=== TASK PROMPT ===
Show every line of the data that contains the string "feDisplacementMap".

——————

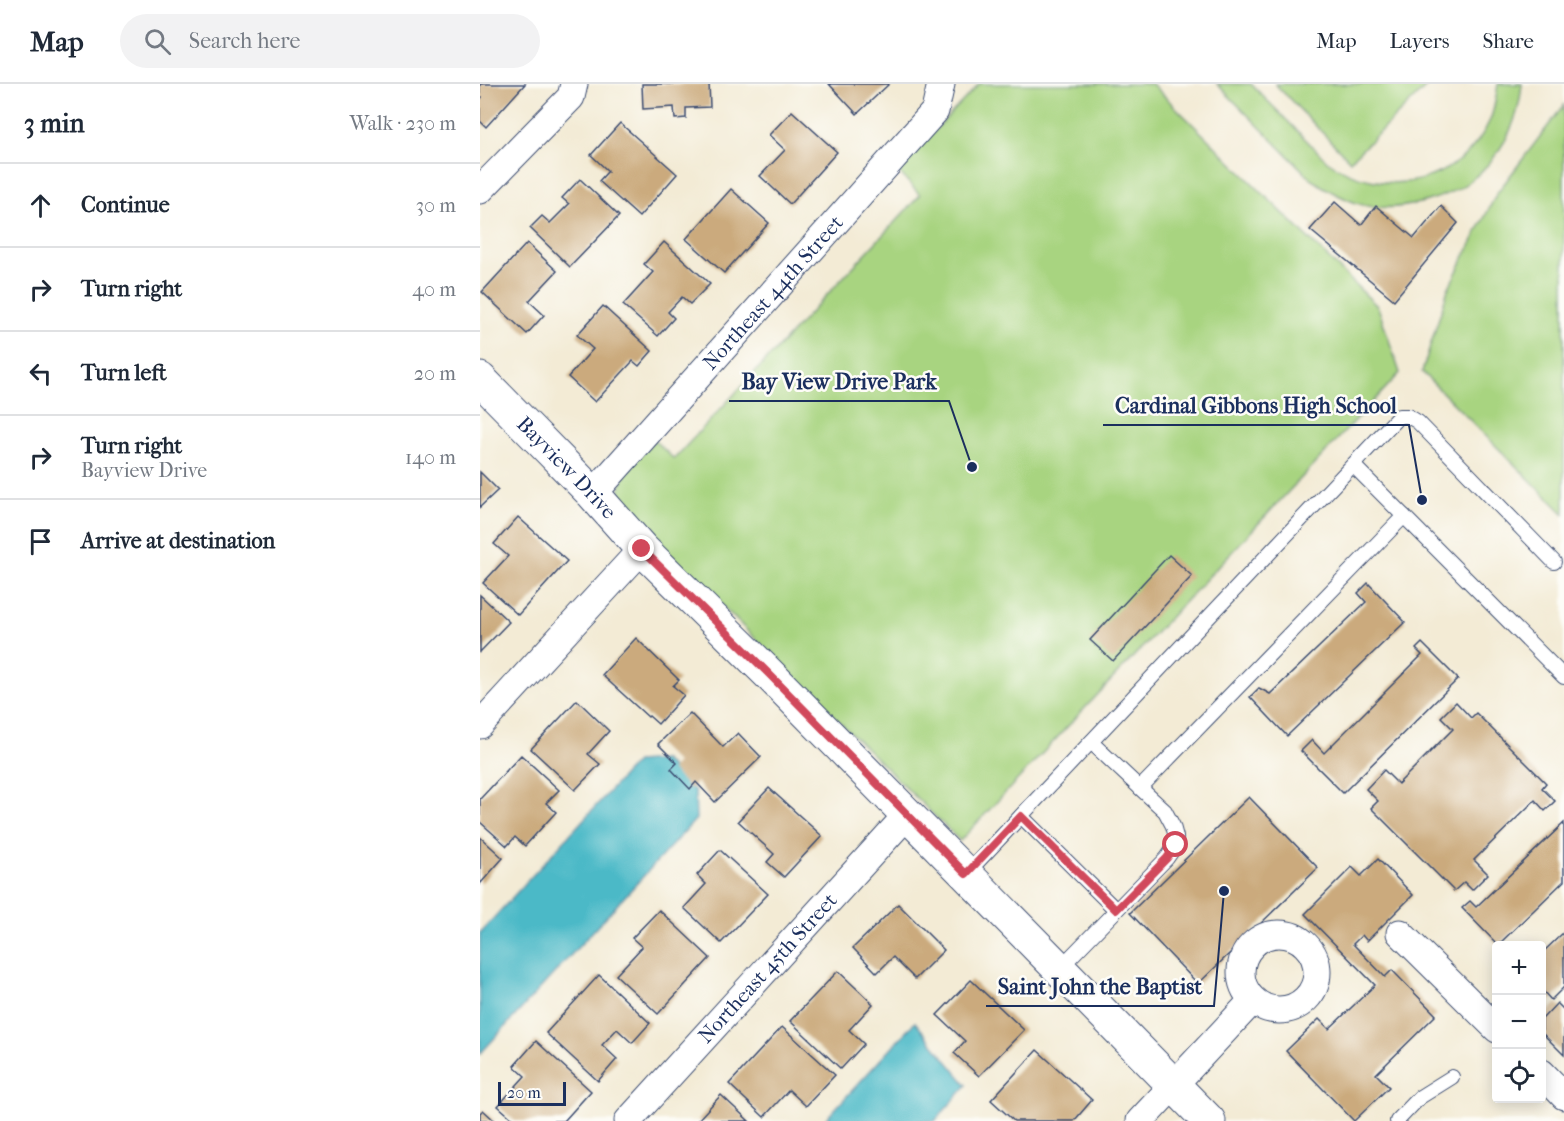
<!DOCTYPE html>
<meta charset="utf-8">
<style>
body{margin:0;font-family:"IM FELL French Canon",serif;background:#f2f2f3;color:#1f2937}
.controls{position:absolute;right:18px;bottom:18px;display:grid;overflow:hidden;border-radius:6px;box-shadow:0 3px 15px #0003}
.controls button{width:54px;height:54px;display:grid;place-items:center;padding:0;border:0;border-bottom:2px solid #e0e1e3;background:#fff;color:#1f2937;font:30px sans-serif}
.scale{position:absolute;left:18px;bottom:15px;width:68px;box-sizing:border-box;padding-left:6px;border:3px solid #1b2f5e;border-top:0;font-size:16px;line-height:21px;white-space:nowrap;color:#1b2f5e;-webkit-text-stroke:4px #fdfcf7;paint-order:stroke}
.stop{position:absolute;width:18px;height:18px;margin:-14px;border:4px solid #d1495b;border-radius:50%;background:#fff}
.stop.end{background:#d1495b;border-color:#fff;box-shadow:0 2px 6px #0008}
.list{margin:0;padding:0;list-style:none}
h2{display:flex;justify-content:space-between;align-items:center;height:78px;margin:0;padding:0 24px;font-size:26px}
h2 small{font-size:20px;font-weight:400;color:#747a83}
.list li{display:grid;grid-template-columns:39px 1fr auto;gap:18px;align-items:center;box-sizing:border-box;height:84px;padding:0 24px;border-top:2px solid #e0e1e3}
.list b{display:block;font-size:22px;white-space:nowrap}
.list p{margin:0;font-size:20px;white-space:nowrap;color:#747a83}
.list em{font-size:20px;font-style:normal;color:#747a83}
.icon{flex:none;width:33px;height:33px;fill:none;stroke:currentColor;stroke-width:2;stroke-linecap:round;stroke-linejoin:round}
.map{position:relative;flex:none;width:1084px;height:1037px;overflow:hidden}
header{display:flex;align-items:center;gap:36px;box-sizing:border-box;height:84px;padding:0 30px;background:#fff;border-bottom:2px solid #e0e1e3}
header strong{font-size:28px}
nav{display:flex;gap:33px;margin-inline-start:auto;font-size:21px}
.search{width:420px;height:54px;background:#f2f2f3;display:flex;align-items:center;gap:15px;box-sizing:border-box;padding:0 21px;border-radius:33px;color:#747a83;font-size:22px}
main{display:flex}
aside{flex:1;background:#fff}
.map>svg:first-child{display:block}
.green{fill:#a8d480;stroke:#62826f;stroke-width:1.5}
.water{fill:#4cb9c7;stroke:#347492;stroke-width:1.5}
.building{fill:#cbaa7d}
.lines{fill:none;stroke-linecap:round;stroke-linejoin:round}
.service-casing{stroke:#3b4b70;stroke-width:16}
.minor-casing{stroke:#3b4b70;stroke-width:29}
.tertiary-casing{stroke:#3b4b70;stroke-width:35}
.service{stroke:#fff;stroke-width:14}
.minor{stroke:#fff;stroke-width:27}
.tertiary{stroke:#fff;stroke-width:33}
.route{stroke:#d1495b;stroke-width:8}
.labels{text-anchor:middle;stroke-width:5;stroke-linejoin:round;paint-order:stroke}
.street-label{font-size:21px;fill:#1b2f5e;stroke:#fdfcf7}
.leader{fill:none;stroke:#1b2f5e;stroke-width:2}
.callout-dot{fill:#1b2f5e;stroke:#fdfcf7;stroke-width:2}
.callout-label{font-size:22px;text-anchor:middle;font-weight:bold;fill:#1b2f5e;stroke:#fdfcf7;stroke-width:5;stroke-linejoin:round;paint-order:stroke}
</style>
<header>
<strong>Map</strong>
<div class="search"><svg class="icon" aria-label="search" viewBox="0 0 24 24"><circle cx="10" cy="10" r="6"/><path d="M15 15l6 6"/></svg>Search here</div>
<nav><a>Map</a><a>Layers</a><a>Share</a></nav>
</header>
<main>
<aside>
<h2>3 min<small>Walk · 230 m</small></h2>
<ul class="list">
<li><svg class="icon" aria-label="ahead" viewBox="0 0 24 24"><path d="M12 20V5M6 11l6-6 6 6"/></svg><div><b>Continue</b></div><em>30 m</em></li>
<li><svg class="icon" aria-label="right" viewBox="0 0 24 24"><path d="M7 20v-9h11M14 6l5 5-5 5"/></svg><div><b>Turn right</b></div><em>40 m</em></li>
<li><svg class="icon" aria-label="left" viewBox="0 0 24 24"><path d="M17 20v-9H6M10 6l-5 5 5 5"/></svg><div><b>Turn left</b></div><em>20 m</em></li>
<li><svg class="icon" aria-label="right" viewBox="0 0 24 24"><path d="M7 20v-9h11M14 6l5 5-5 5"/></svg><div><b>Turn right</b><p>Bayview Drive</p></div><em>140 m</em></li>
<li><svg class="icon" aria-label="arrive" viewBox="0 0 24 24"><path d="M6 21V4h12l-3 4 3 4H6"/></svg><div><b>Arrive at destination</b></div></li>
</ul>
</aside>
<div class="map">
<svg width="1084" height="1037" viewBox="0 0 1084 1037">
<rect width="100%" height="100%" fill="#fdfcf7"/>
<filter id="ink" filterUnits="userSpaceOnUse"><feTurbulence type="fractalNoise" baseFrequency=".0167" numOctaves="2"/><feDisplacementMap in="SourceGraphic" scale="12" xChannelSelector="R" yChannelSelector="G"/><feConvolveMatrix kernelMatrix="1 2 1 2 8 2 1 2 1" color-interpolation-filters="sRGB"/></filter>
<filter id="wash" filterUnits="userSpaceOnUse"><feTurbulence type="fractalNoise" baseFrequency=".008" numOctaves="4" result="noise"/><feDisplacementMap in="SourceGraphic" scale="24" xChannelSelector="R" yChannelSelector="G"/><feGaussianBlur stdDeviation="1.35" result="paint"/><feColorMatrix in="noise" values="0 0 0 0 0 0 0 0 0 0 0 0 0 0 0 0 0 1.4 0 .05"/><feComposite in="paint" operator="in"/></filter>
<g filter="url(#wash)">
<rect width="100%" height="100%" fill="#f3ebd5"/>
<g class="green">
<path d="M499 0H672L898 223 920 289 480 757 145 426 139 407 145 390 174 356 194 375 440 111 417 86Z"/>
<path d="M737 0H771L847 77C904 117 981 101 1010 36 1015 24 1016 12 1018 0H1042C1039 40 1019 77 986 100 973 109 958 114 944 118 922 124 898 126 876 119 860 113 846 105 832 96Z"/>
<path d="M795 0H949L870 77Z"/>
<path d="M1084 21V430L942 288 968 205 1017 109Z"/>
</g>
<g class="water">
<path d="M184 676 215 707 216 735 0 970V849L156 678Z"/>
<path d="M435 938 487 1001 455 1037H344Z"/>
</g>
<g id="blocks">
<g class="building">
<path d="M0 0H45L6 43 0 37V16L2 13 0 12Z"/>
<path d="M162 0H229L230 23 206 24V34L195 35 194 23 163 25Z"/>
<path d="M349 0H409L377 30Z"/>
<path d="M312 27 357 68 310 120 280 92 305 66 289 51Z"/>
<path d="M140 39 197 90 159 133 119 97 128 87 111 71Z"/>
<path d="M100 95 139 132 90 183 50 144 62 132 70 139 89 120 82 114Z"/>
<path d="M251 105 289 139 244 189 206 155Z"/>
<path d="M855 118 881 141 896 122 934 154 961 122 978 139 914 216 830 146Z"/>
<path d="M184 158 230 200 210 220 202 213 188 228 194 234 178 252 143 221 173 188 164 180Z"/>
<path d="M47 159 77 187 49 217 64 231 47 250 2 208Z"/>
<path d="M123 222 172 267 159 282 153 277 115 318 88 293 113 265 97 251Z"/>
<path d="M0 388 18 406 0 423Z"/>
<path d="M38 433 87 477 38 531 3 499 28 472 14 460Z"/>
<path d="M689 471 712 492 633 577 610 556Z"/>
<path d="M888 499 925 538 807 652 770 613 779 604 790 610 886 518 878 509Z"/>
<path d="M0 511 29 538 0 568Z"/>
<path d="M156 554 199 596 193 602 204 611 178 640 169 632 168 633 122 591Z"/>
<path d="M942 559 978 595 863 709 821 667 832 656 844 669 942 571 936 565Z"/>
<path d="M97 616 129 647 108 670 120 680 95 706 51 665Z"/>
<path d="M976 618 991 634 996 629 1066 699 1062 704 1075 717 1065 727 1055 716 994 776 1008 790 992 806 984 798 974 807 891 724 898 717 886 705 904 686 918 700 973 645 961 633Z"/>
<path d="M210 629 243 663 258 649 281 673 235 718 216 698 210 705 191 685 197 679 178 660Z"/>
<path d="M41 671 79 706 66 719 76 728 45 762 35 753 27 762 0 738V715Z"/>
<path d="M289 704 342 752 304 793 287 778 294 770 258 737Z"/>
<path d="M769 713 838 784 718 900 650 829Z"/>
<path d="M1084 739V797L1018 861 982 824 990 817 996 823Z"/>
<path d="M0 753 23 774 0 800Z"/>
<path d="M240 766 288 810 241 859 204 824 226 800 217 791Z"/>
<path d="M898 775 933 811 887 857 882 851 873 860 905 893 912 886 956 931 896 990 909 1003 874 1037 806 967 839 935 849 945 895 901 825 830 872 783 881 792Z"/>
<path d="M418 820 464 866 435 895 413 873 397 889 373 864Z"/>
<path d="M179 826 230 874 178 930 136 891 162 863 152 854Z"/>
<path d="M1084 848V903L1071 916 1062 906V869Z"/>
<path d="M358 887 393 920 369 946 384 960 361 985 310 937Z"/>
<path d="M119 891 170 939 152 959 137 945 122 961 137 975 118 997 66 949Z"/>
<path d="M491 896 544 946 499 992 474 969 485 957 457 931Z"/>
<path d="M1077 919 1084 926V971L1062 949V935Z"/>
<path d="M302 943 355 991 326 1022 309 1006 284 1033 249 1000Z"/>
<path d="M56 957 111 1007 84 1037H35L18 1022 45 992 34 982Z"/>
<path d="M557 966 612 1016 594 1037H534L511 1016Z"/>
<path d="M241 1011 269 1037H217Z"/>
<path d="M3 1026 15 1037H0V1029Z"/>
</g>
</g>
</g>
<g filter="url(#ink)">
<use href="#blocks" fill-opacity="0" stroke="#3b4b70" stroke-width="1.5"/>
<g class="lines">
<g class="service-casing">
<g id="service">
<path d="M873 381 1084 593"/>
<path d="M611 658 660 704"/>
<path d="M541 732 636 826"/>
<path d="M486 790 919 332H928L938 338 1074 478"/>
<path d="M579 885 687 774 696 761V753L693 742 685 727 660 704 924 432"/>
<path d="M917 1037 940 1013 972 993"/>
</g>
</g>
<g class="minor-casing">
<g id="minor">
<path d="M0 106 91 13 94 0"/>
<path id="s1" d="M113 410 455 27 461 0"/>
<path d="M0 641 162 465"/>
<path d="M920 849 1017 945"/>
<circle cx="799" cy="888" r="38"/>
<path d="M1062 989 1084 1012"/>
<path id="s2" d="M148 1037 427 731"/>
<path d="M660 1037 773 916"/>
</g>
</g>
<g class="tertiary-casing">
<g id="tertiary">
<path id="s3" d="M0 295 113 410 162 465 289 590 729 1037"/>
</g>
</g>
<use href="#service" class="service"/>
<use href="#minor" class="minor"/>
<use href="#tertiary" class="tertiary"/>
</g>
</g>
<g class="lines" filter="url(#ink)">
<path class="route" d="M162 465 289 590 486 790 541 732 636 826 687 774 696 761"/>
</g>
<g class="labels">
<g class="street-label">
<text dy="7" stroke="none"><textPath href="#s1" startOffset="270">Northeast 44th Street</textPath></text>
<text dy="7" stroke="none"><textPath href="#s3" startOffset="124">Bayview Drive</textPath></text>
<text dy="7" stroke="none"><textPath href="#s2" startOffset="207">Northeast 45th Street</textPath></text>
</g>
</g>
<path class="leader" d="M492 383L469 317H249M942 416L929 341H623M744 807L734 922H506"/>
<g class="callout-dot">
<circle cx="492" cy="383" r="6"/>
<circle cx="942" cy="416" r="6"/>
<circle cx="744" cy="807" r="6"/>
</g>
<g class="callout-label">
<text x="359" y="305">Bay View Drive Park</text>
<text x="776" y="329">Cardinal Gibbons High School</text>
<text x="620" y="910">Saint John the Baptist</text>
</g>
</svg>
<div class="controls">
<button>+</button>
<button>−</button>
<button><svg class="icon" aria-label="locate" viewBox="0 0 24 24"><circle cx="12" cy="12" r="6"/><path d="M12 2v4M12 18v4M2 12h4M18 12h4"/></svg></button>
</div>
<div class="scale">20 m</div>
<div class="stop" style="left:696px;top:761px"></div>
<div class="stop end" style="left:162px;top:465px"></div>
</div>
</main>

——————

=== EXPECTED OUTPUT ===
<filter id="ink" filterUnits="userSpaceOnUse"><feTurbulence type="fractalNoise" baseFrequency=".0167" numOctaves="2"/><feDisplacementMap in="SourceGraphic" scale="12" xChannelSelector="R" yChannelSelector="G"/><feConvolveMatrix kernelMatrix="1 2 1 2 8 2 1 2 1" color-interpolation-filters="sRGB"/></filter>
<filter id="wash" filterUnits="userSpaceOnUse"><feTurbulence type="fractalNoise" baseFrequency=".008" numOctaves="4" result="noise"/><feDisplacementMap in="SourceGraphic" scale="24" xChannelSelector="R" yChannelSelector="G"/><feGaussianBlur stdDeviation="1.35" result="paint"/><feColorMatrix in="noise" values="0 0 0 0 0 0 0 0 0 0 0 0 0 0 0 0 0 1.4 0 .05"/><feComposite in="paint" operator="in"/></filter>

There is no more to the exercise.